**WORK TO BE COMPLETED**
Would you give the number of lines below in which the string "linejoin" appears? Nothing else is needed.

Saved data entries
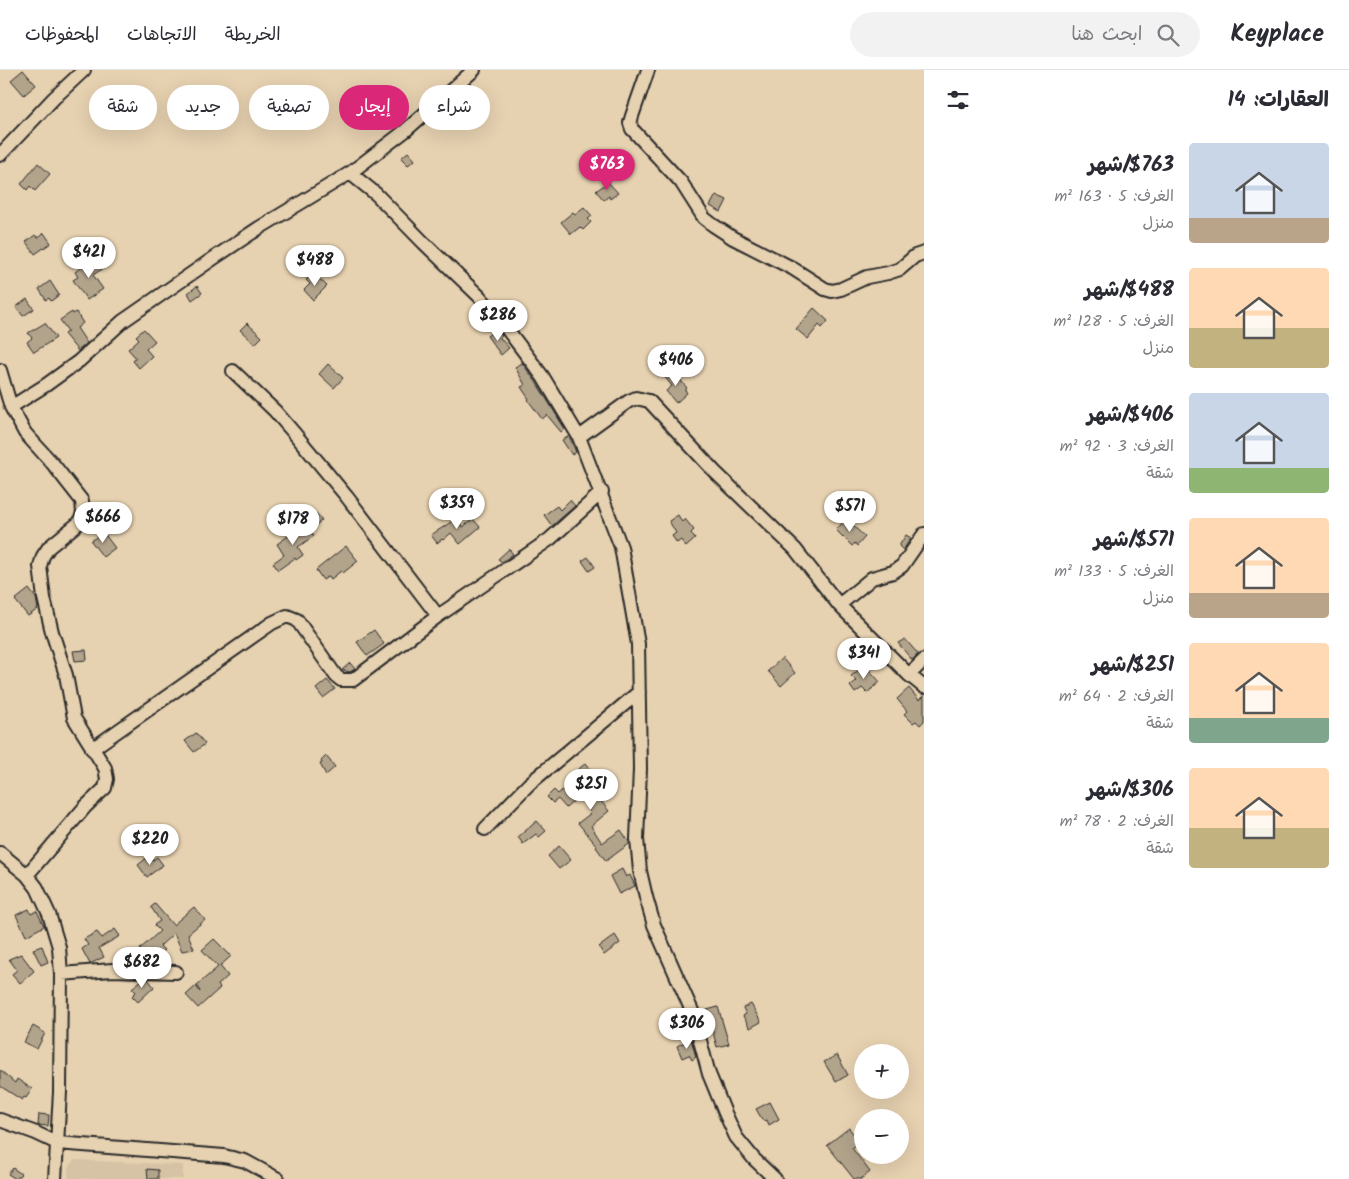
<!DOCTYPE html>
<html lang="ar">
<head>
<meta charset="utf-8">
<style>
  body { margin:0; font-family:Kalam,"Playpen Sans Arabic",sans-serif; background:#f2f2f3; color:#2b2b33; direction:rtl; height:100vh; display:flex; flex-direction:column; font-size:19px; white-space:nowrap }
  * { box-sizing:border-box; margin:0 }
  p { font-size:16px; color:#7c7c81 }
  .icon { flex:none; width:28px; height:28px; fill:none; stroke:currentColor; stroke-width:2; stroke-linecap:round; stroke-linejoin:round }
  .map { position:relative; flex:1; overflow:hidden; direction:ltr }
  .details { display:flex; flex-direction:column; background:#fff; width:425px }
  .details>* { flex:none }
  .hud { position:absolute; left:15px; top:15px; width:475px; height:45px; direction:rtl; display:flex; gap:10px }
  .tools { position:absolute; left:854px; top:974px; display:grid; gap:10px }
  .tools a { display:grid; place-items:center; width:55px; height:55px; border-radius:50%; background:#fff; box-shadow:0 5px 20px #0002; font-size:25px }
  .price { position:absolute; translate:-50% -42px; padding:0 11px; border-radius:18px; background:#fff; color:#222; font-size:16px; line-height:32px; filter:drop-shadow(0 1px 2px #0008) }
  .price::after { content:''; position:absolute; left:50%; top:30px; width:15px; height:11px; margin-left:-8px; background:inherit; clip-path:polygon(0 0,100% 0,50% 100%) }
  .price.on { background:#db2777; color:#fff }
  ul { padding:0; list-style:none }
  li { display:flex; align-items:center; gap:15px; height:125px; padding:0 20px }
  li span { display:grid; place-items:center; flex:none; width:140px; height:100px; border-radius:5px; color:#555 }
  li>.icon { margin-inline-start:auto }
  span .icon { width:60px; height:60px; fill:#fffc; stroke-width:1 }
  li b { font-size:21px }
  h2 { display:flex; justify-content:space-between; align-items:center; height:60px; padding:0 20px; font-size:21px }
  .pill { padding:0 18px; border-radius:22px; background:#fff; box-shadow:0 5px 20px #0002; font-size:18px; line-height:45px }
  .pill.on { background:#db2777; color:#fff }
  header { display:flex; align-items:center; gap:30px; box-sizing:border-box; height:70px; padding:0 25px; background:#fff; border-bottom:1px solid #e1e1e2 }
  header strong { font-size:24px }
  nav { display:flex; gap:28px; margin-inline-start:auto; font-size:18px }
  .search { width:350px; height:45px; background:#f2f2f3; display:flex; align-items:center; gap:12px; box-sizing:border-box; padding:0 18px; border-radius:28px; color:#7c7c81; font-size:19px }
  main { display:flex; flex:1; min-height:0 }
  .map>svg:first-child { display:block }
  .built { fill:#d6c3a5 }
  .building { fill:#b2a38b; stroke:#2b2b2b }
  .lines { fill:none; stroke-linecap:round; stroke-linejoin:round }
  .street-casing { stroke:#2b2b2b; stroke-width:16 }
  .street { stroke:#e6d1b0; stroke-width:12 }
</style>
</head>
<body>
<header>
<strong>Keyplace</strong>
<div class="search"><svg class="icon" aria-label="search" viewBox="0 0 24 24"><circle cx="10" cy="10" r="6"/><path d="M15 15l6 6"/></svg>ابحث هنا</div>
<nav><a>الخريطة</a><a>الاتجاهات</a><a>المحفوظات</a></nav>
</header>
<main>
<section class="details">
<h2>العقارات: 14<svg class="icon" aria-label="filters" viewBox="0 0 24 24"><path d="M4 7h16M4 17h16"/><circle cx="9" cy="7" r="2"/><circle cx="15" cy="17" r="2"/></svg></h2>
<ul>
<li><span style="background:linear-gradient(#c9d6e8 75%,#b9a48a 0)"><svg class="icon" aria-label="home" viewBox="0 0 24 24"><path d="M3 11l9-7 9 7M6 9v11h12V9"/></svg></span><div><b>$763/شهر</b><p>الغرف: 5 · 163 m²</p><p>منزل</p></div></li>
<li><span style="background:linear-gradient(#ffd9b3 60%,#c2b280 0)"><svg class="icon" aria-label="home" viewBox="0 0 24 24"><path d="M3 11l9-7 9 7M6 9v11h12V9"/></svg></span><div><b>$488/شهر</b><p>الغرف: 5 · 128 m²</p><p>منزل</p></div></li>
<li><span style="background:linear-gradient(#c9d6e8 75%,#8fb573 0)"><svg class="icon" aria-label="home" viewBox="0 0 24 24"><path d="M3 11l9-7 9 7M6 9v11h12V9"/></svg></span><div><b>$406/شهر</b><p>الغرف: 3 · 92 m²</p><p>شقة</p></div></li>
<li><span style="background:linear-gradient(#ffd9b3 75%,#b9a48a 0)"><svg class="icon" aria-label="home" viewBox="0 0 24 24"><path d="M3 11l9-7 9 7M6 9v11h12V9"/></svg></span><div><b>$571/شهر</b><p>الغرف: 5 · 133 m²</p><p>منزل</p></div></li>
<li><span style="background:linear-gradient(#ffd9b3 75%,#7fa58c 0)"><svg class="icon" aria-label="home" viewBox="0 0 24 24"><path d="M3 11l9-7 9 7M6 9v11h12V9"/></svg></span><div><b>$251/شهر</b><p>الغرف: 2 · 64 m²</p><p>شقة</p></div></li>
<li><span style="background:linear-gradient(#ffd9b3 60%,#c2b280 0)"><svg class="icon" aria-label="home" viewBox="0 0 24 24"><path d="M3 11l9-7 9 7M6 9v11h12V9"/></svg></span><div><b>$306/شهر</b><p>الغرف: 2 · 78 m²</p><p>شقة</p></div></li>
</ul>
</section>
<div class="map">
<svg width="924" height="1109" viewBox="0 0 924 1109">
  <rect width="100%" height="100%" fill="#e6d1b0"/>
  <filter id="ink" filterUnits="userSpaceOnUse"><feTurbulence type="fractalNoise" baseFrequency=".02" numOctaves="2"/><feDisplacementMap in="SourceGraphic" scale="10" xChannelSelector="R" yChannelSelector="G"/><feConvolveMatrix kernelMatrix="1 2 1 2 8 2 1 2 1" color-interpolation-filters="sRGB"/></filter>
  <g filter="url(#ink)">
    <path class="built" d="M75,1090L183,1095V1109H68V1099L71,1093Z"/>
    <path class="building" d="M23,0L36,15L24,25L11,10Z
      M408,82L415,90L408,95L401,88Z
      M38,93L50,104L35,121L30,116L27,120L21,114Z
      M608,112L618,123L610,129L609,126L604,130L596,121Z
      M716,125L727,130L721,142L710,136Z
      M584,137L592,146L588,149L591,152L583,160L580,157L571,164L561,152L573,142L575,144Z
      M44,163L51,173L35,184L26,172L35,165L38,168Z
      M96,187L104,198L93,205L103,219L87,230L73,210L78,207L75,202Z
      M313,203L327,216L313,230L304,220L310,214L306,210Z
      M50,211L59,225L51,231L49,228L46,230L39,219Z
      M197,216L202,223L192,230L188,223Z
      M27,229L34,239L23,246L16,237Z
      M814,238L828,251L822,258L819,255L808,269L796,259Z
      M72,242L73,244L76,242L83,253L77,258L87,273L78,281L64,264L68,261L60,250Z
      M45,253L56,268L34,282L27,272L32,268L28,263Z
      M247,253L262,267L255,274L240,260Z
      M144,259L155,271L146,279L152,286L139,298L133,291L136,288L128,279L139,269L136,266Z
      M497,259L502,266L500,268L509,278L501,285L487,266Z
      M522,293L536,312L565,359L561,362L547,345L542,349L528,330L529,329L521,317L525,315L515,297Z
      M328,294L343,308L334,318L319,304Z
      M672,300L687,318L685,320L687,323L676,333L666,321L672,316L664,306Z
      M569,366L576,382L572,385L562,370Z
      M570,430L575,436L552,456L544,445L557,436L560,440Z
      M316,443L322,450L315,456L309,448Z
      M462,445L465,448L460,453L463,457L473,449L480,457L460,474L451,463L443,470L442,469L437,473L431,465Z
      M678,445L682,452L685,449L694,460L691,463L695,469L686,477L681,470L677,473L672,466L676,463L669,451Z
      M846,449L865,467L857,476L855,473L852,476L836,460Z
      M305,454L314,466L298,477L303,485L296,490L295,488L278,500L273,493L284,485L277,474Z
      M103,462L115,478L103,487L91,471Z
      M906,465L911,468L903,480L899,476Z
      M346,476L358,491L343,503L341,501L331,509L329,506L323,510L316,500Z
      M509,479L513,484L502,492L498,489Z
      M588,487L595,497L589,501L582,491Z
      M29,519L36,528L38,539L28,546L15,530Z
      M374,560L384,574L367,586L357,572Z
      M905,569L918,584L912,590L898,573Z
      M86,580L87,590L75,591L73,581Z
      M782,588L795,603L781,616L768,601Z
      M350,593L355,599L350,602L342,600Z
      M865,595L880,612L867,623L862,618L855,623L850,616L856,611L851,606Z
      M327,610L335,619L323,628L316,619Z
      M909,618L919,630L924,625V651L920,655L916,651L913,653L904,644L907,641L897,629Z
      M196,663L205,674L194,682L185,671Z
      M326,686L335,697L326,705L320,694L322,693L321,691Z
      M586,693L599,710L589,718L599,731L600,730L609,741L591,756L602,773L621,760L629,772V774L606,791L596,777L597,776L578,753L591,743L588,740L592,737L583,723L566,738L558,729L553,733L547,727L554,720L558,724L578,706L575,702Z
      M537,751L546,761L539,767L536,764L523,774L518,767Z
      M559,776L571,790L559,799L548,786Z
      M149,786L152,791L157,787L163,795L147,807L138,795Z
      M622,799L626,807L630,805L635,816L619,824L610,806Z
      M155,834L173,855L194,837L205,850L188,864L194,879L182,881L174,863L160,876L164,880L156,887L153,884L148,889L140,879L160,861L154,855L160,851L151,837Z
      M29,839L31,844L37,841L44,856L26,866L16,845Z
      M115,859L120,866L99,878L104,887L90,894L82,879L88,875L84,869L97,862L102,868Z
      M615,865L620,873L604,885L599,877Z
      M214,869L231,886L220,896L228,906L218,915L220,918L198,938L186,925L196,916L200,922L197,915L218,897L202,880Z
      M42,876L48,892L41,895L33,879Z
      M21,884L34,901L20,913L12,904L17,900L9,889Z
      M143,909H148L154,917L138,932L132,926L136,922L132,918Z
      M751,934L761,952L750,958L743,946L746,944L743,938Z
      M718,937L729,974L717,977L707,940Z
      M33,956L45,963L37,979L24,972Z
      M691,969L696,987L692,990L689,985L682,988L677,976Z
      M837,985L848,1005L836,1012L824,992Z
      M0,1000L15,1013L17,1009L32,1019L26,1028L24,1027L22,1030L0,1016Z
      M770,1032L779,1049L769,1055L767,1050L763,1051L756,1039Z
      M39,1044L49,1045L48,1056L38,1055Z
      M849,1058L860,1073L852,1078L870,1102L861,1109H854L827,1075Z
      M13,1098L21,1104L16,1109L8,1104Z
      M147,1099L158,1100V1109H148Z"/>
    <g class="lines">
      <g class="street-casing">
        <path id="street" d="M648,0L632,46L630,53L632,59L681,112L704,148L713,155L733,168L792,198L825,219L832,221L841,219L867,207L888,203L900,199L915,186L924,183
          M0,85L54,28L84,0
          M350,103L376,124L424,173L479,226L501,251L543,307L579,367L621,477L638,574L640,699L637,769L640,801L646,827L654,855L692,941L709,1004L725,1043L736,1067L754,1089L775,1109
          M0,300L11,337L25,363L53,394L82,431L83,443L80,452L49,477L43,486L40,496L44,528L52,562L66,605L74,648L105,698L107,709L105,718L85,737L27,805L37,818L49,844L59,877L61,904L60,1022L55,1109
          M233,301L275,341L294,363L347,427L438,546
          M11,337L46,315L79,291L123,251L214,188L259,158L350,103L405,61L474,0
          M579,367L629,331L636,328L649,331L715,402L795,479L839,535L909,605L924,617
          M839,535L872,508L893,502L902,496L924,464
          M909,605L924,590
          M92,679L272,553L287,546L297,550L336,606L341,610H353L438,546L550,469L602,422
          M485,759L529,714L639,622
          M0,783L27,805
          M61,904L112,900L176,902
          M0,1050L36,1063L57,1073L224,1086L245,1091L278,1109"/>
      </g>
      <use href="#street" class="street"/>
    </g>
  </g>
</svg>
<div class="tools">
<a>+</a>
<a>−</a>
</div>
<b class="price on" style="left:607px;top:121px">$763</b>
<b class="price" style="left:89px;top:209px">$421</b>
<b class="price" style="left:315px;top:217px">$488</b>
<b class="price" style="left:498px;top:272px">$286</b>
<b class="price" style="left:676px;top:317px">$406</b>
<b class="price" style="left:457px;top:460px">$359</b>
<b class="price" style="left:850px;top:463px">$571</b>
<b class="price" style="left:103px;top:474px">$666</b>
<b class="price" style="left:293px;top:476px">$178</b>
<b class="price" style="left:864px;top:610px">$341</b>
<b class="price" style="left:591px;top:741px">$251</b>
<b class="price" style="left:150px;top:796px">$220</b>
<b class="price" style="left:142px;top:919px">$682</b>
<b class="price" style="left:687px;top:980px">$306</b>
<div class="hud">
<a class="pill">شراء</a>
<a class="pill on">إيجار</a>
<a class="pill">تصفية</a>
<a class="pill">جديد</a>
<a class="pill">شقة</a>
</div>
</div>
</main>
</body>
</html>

==

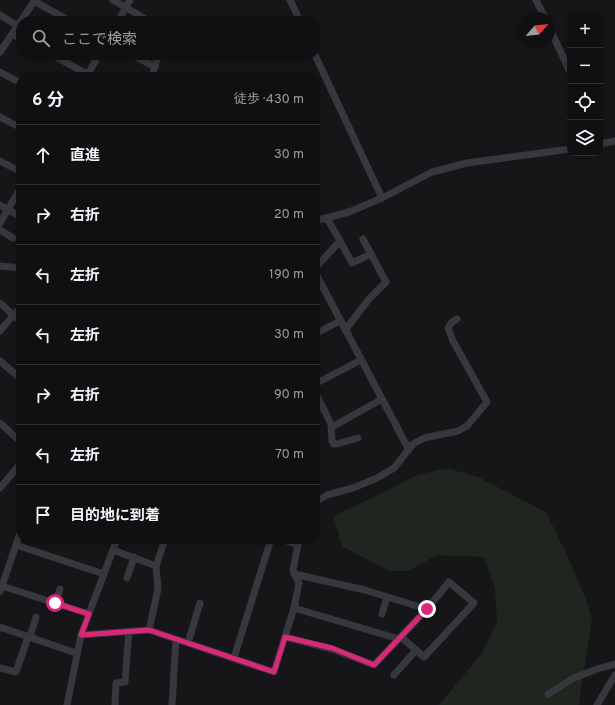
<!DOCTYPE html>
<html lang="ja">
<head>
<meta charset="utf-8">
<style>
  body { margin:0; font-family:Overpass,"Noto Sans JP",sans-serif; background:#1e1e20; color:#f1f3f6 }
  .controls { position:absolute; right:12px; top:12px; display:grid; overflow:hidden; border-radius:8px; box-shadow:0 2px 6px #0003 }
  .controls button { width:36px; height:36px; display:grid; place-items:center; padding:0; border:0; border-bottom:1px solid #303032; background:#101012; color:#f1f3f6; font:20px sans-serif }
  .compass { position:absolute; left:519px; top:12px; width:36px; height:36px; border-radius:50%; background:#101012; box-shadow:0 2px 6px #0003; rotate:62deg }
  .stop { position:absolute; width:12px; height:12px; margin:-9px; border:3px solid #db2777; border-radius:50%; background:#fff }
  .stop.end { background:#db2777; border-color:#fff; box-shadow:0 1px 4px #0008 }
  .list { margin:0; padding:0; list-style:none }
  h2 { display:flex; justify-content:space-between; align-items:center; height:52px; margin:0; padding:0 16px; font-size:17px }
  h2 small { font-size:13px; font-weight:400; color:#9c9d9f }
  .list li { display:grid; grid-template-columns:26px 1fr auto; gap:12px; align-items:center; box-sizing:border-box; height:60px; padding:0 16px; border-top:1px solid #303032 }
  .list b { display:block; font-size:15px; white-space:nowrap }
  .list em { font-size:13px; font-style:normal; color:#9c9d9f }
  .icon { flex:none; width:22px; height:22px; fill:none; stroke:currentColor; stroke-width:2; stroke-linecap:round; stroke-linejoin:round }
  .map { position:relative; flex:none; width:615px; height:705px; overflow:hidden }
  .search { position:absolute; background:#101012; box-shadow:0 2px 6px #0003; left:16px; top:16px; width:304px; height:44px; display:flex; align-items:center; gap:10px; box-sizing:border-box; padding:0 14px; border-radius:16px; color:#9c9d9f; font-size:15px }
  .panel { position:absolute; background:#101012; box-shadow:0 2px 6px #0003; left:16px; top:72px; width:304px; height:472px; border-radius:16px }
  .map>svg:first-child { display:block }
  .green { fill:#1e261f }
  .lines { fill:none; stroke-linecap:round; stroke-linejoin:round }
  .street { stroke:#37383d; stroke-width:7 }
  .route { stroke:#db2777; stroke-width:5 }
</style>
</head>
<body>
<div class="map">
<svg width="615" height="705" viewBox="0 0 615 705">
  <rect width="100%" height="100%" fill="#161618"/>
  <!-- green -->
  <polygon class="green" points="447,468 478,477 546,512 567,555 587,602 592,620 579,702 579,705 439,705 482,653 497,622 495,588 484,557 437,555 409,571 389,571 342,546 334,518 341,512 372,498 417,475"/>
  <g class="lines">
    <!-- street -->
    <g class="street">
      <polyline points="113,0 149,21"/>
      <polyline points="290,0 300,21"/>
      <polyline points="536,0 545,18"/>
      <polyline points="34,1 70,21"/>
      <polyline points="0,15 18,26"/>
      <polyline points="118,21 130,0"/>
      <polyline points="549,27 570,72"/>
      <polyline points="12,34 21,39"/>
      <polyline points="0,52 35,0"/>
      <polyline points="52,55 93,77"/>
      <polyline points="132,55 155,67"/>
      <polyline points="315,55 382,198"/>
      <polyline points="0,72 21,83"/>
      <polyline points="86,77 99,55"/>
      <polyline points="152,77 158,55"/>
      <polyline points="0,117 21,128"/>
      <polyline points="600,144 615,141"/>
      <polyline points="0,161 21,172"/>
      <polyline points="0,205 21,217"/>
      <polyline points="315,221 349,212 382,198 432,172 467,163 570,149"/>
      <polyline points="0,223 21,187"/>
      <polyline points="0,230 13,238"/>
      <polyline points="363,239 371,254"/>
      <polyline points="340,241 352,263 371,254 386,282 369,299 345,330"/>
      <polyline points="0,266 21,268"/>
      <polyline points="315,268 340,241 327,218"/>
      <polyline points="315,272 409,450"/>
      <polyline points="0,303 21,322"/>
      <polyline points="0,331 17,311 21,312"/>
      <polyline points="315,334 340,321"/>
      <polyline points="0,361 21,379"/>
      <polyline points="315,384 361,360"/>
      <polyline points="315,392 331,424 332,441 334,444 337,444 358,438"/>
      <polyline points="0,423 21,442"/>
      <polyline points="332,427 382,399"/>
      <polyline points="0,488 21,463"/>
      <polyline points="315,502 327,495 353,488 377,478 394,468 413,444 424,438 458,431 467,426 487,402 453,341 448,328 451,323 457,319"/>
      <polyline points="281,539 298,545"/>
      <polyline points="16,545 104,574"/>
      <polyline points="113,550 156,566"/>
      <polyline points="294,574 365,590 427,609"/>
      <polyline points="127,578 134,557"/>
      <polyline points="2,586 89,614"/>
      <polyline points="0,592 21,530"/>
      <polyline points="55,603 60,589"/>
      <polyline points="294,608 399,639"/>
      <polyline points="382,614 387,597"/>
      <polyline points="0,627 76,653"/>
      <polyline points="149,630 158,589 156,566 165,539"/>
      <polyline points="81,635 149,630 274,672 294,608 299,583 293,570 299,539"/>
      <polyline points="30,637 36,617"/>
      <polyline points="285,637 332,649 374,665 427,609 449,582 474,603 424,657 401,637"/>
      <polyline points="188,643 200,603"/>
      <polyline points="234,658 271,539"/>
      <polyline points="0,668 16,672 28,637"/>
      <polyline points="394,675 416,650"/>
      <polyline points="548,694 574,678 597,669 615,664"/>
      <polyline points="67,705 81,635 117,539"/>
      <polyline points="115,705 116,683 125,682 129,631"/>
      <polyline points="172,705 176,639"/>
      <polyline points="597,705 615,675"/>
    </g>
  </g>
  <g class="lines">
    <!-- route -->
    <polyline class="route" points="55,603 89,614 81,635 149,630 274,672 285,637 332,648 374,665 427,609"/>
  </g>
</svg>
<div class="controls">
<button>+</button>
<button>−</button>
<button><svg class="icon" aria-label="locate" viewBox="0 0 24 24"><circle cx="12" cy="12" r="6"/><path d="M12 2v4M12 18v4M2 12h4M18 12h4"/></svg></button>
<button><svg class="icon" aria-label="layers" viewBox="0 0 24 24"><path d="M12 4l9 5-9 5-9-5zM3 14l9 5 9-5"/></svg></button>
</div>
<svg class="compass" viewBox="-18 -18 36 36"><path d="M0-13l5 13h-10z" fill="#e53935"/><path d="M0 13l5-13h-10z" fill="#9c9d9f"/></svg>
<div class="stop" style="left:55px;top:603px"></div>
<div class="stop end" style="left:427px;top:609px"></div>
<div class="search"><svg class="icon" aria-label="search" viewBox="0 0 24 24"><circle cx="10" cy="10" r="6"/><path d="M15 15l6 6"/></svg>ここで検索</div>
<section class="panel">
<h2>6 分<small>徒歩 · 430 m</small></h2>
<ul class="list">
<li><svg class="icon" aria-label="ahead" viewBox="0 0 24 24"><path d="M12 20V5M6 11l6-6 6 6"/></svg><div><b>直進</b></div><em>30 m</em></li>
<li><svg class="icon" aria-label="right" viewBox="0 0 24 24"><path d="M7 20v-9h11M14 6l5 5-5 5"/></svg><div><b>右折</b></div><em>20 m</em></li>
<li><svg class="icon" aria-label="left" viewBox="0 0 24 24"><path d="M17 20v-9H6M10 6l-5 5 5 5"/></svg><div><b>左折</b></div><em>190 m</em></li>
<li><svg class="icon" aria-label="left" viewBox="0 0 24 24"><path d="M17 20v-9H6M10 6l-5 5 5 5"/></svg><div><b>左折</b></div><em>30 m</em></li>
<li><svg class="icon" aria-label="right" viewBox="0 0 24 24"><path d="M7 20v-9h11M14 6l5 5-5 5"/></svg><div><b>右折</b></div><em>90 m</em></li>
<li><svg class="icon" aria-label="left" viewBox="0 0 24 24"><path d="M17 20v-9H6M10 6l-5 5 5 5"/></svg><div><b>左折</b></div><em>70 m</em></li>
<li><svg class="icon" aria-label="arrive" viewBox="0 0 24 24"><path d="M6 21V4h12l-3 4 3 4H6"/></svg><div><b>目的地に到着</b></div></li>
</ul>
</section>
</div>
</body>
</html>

**RESPONSE TO THIS TASK**
4